DOI: https://www.doi.org/10.53289/KZNW7745

Focussing insights and talent to improve manufacturing performance

Katherine Bennett

Katherine Bennett CBE FRAeS joined the High Value Manufacturing Catapult as CEO in June 2021 after 16 years at Airbus where she was a Senior Vice President. At Airbus, Katherine was the UK voice and face of the global aerospace manufacturer and her responsibilities included developing the strategy of Airbus in the UK, leading the company’s public affairs activities, high-profile media engagement and representing the company on various committees, boards and initiatives including Ventilator Challenge UK.


  • Manufacturing is still being buffeted by global cross-currents that impact on industry
  • Catapults exist to bridge the gap between universities and industry
  • The challenge is to make economic progress consistent with our climate change goals
  • Catapults act as a link between universities, national labs such as NPL and industry
  • There is so much potential that we can realise by working closer together.

The High Value Manufacturing Catapult works with many sectors, from nuclear to pharma, energy to construction, automotive to aerospace. We work with initiatives such as the Faraday Challenge and on projects such as lightweight materials, medical tech, vaccines and composites.

At our Composites Centre in Bristol, we have Europe's largest advanced manufacturing capability. Since the Catapult was established, it has supported 22,000 companies. Catapults are about bridging the gap between UK universities and industries: indeed, several of our centres are affiliated with universities.


People have different views about what the term ‘hardtech’ means. I describe it as the application of engineering and science in combination with hardware and software to solve a problem, whether a specific industry issue or a particular business challenge.

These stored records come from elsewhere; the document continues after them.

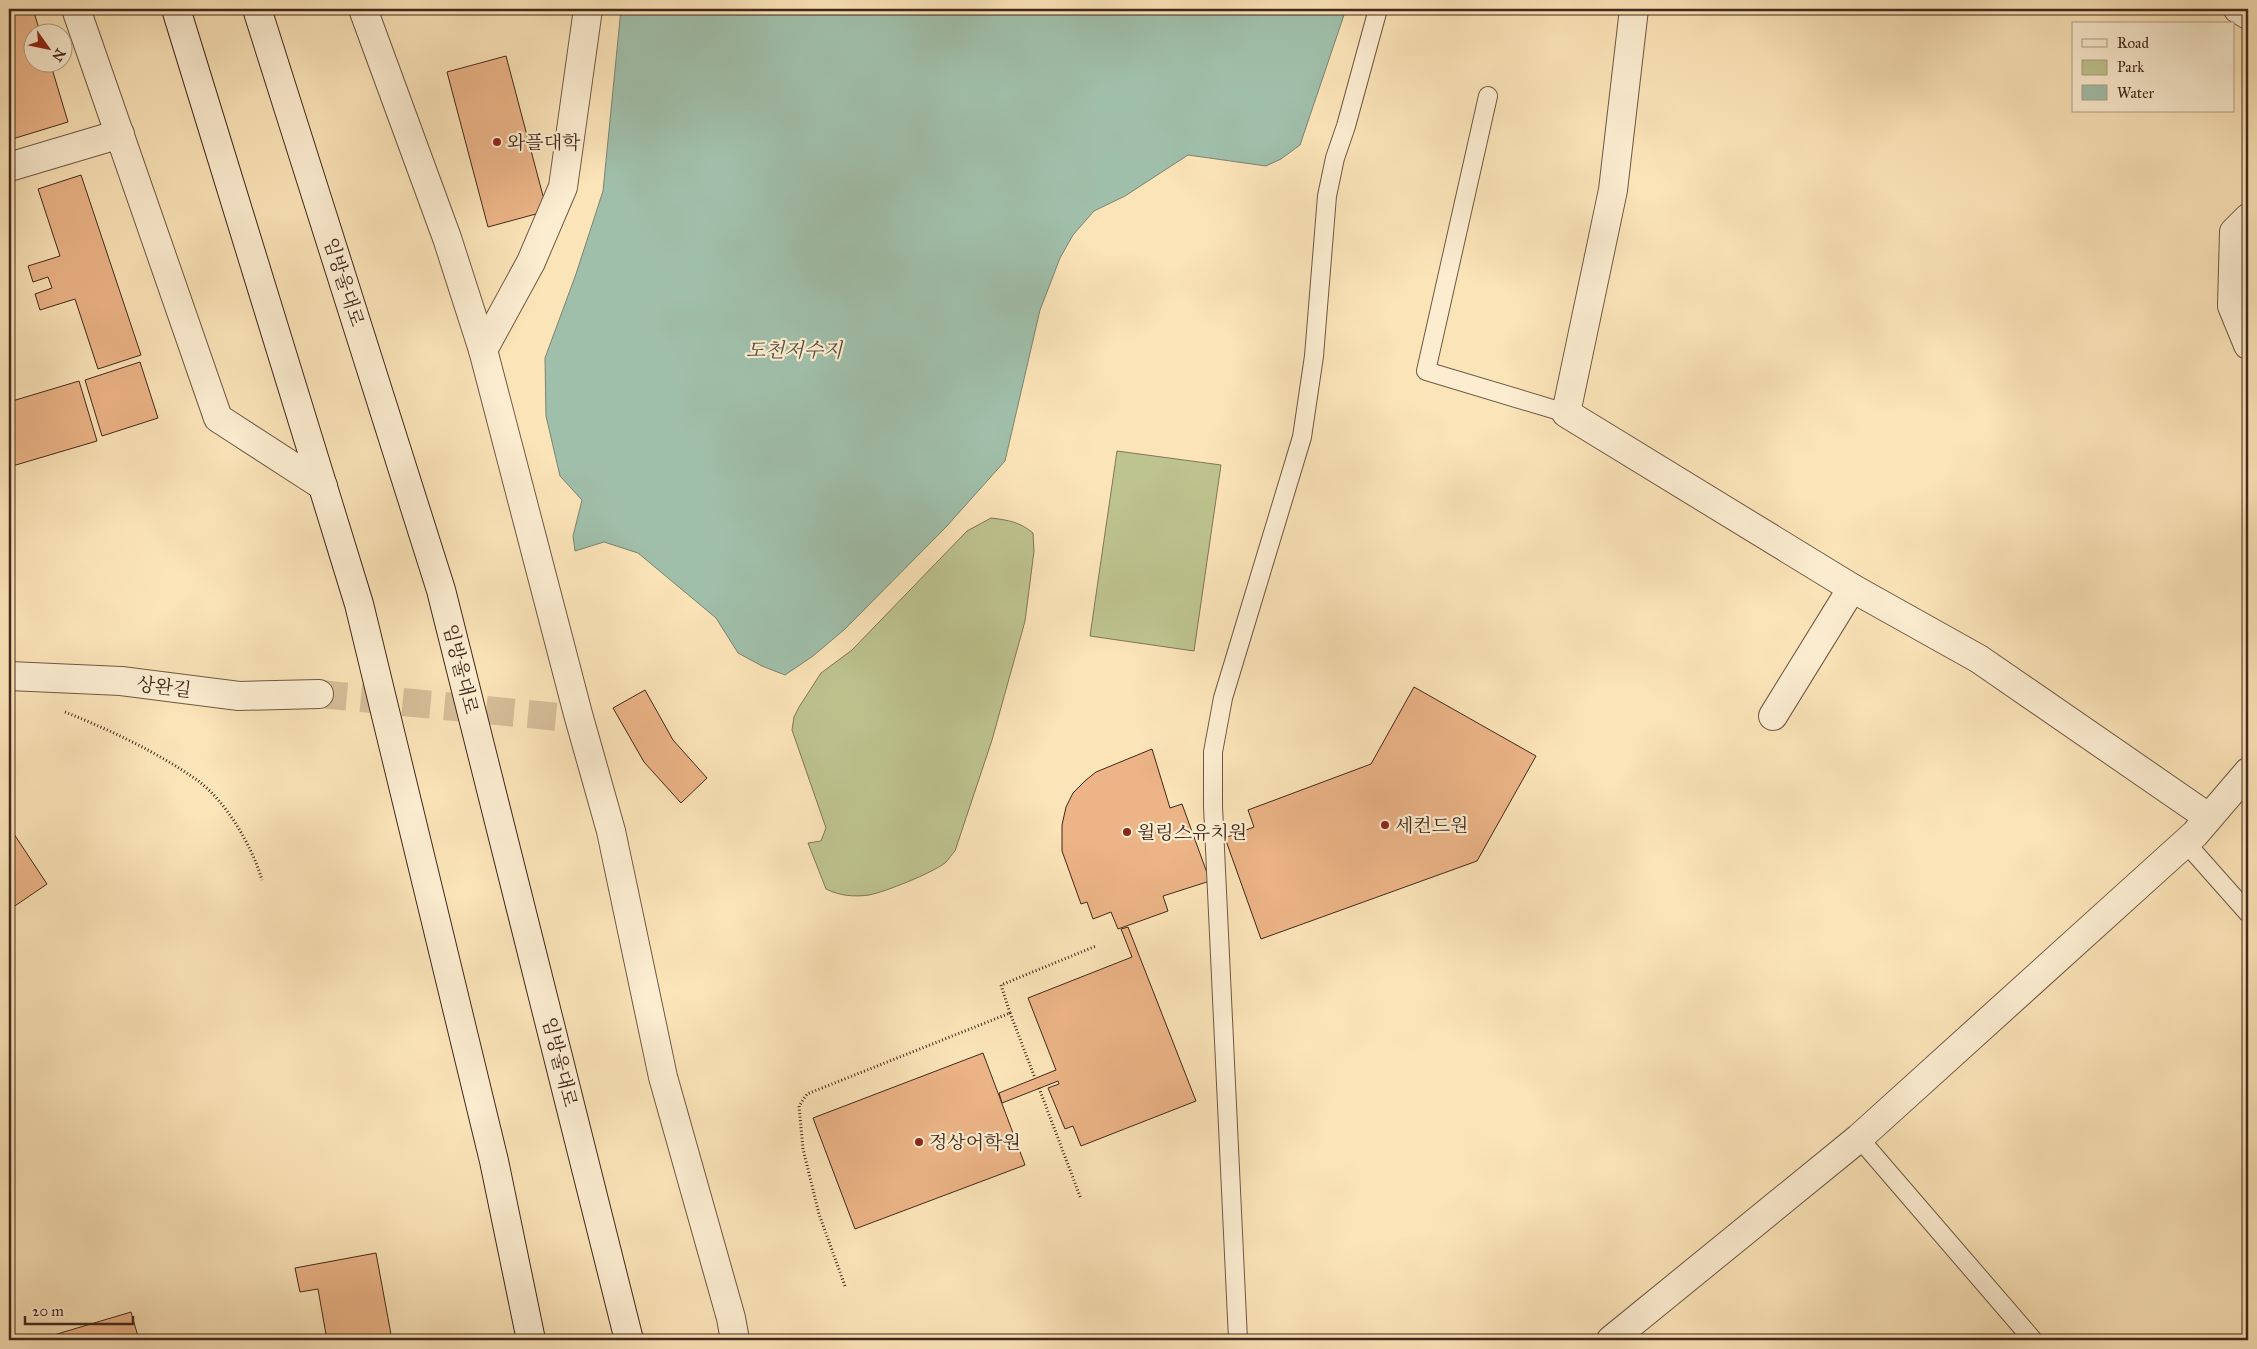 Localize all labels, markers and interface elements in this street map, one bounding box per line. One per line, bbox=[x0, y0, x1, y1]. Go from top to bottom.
north arrow bbox=[22, 22, 72, 72]
legend bbox=[2072, 22, 2234, 112]
text: Road bbox=[2117, 34, 2149, 52]
text: N bbox=[48, 45, 69, 65]
text: Park bbox=[2117, 58, 2144, 76]
text: Water bbox=[2117, 84, 2154, 102]
place label: 와플대학 bbox=[507, 131, 581, 154]
marker: 와플대학 bbox=[491, 136, 503, 148]
street label: 임방울대로 bbox=[319, 235, 369, 329]
water label: 도천저수지 bbox=[746, 338, 844, 362]
street label: 임방울대로 bbox=[439, 622, 483, 716]
street label: 상완길 bbox=[135, 672, 193, 702]
place label: 세컨드원 bbox=[1395, 814, 1468, 837]
marker: 세컨드원 bbox=[1379, 819, 1391, 831]
place label: 윌링스유치원 bbox=[1137, 821, 1247, 844]
marker: 윌링스유치원 bbox=[1121, 826, 1133, 838]
street label: 임방울대로 bbox=[538, 1015, 582, 1109]
place label: 정상어학원 bbox=[929, 1131, 1021, 1154]
marker: 정상어학원 bbox=[913, 1136, 925, 1148]
scale bar bbox=[25, 1294, 132, 1326]
text: 20 m bbox=[32, 1302, 64, 1320] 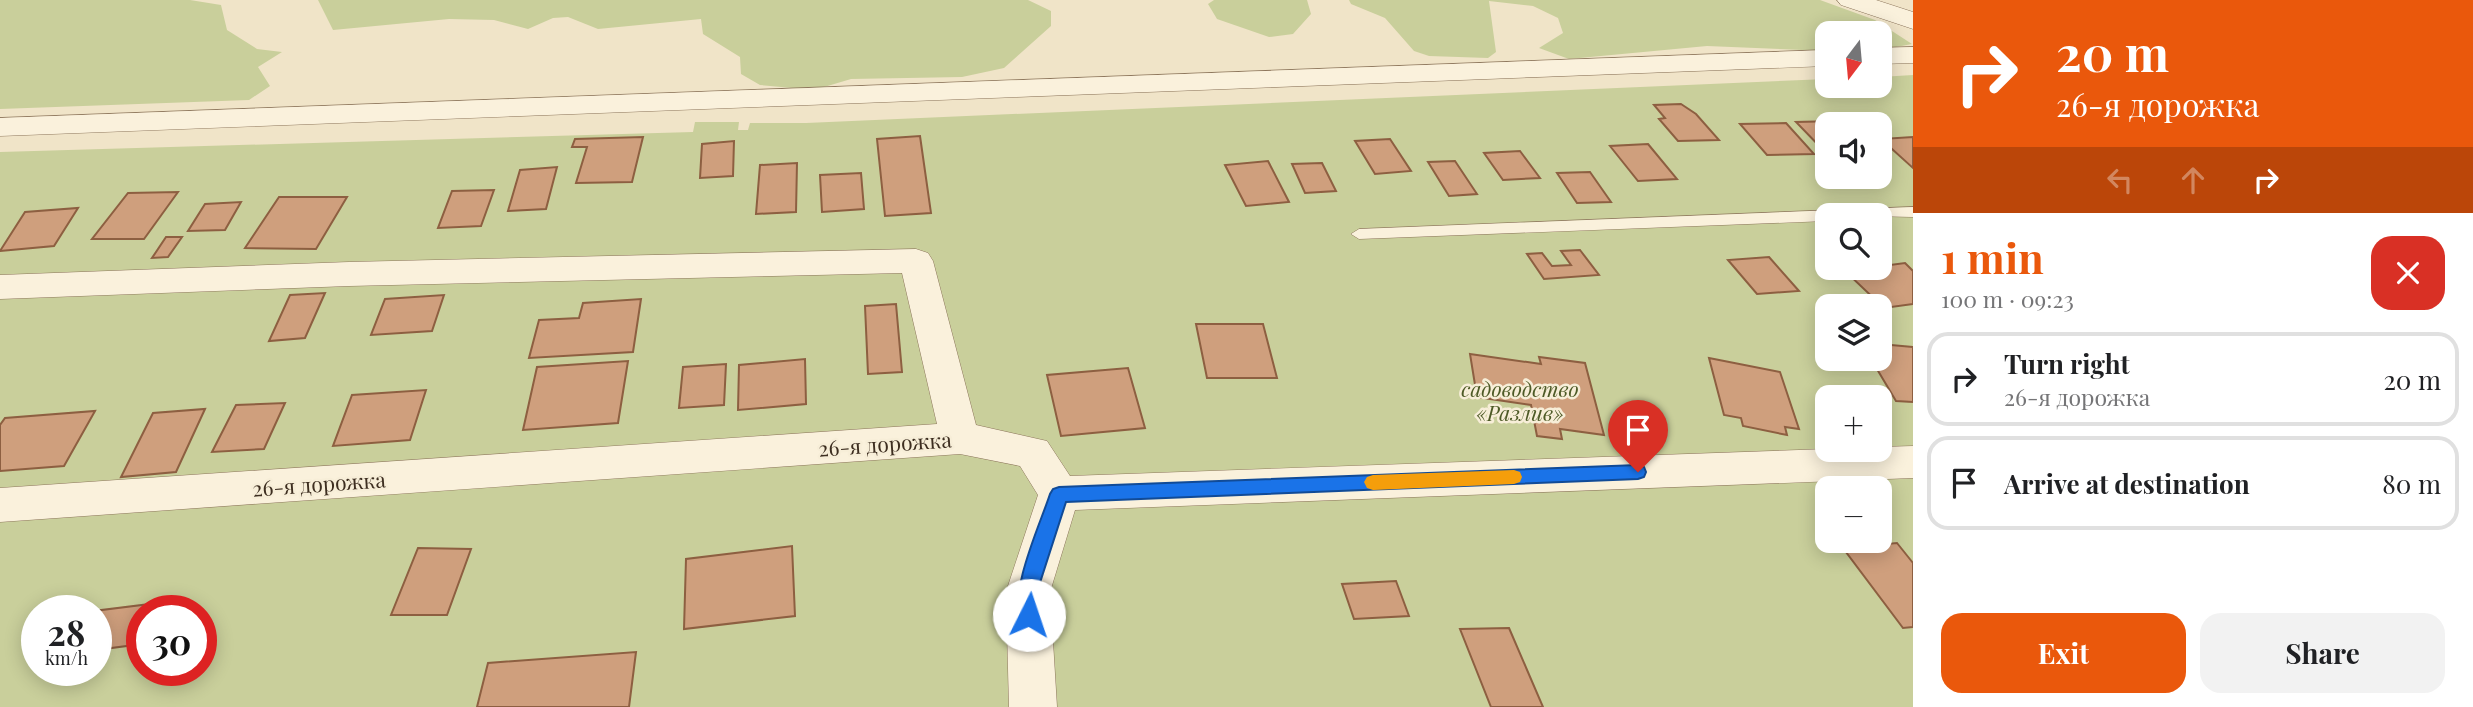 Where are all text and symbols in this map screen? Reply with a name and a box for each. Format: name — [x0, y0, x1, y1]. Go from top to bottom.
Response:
text: 20 m — [2056, 19, 2169, 84]
north arrow — [1815, 21, 1892, 98]
map controls — [1815, 21, 1892, 553]
icon: right — [1941, 28, 2032, 119]
text: 26-я дорожка — [2056, 82, 2259, 125]
button: sound — [1815, 112, 1892, 189]
icon: left — [2101, 161, 2139, 199]
icon: ahead — [2174, 161, 2212, 199]
icon: right — [2247, 161, 2285, 199]
button: search — [1815, 203, 1892, 280]
text: 1 min — [1941, 229, 2044, 285]
button: close — [2371, 236, 2445, 310]
text: 100 m · 09:23 — [1941, 283, 2074, 314]
button: layers — [1815, 294, 1892, 371]
text: Turn right — [2004, 346, 2130, 381]
icon: right — [1945, 360, 1983, 398]
text: 20 m — [2383, 362, 2441, 397]
park label: садоводство «Разлив» — [1461, 374, 1579, 426]
text: 26-я дорожка — [2004, 381, 2150, 412]
button: + — [1815, 385, 1892, 462]
pin — [1608, 400, 1668, 472]
icon: arrive — [1619, 411, 1657, 449]
street label: 26-я дорожка — [817, 424, 953, 462]
street label: 26-я дорожка — [251, 464, 387, 502]
icon: arrive — [1945, 464, 1983, 502]
text: Arrive at destination — [2004, 466, 2250, 501]
text: 80 m — [2382, 466, 2441, 501]
button: − — [1815, 476, 1892, 553]
position arrow — [992, 578, 1066, 652]
speed limit sign: 30 — [126, 595, 217, 686]
text: 28 — [48, 608, 85, 655]
button: Exit — [1941, 613, 2186, 693]
button: Share — [2200, 613, 2445, 693]
text: km/h — [45, 646, 88, 670]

In early 2023, the global pandemic and the European war continue to impact many of our industry sectors, as well as other issues such as climate change which is increasingly affecting us all. The thread running through the solution to many of the challenges is the power of high value manufacturing. This is a critical enabler in arriving at the solutions needed to move in the right direction and strengthen our national resilience – we need to be better prepared against future shocks that may hit industry.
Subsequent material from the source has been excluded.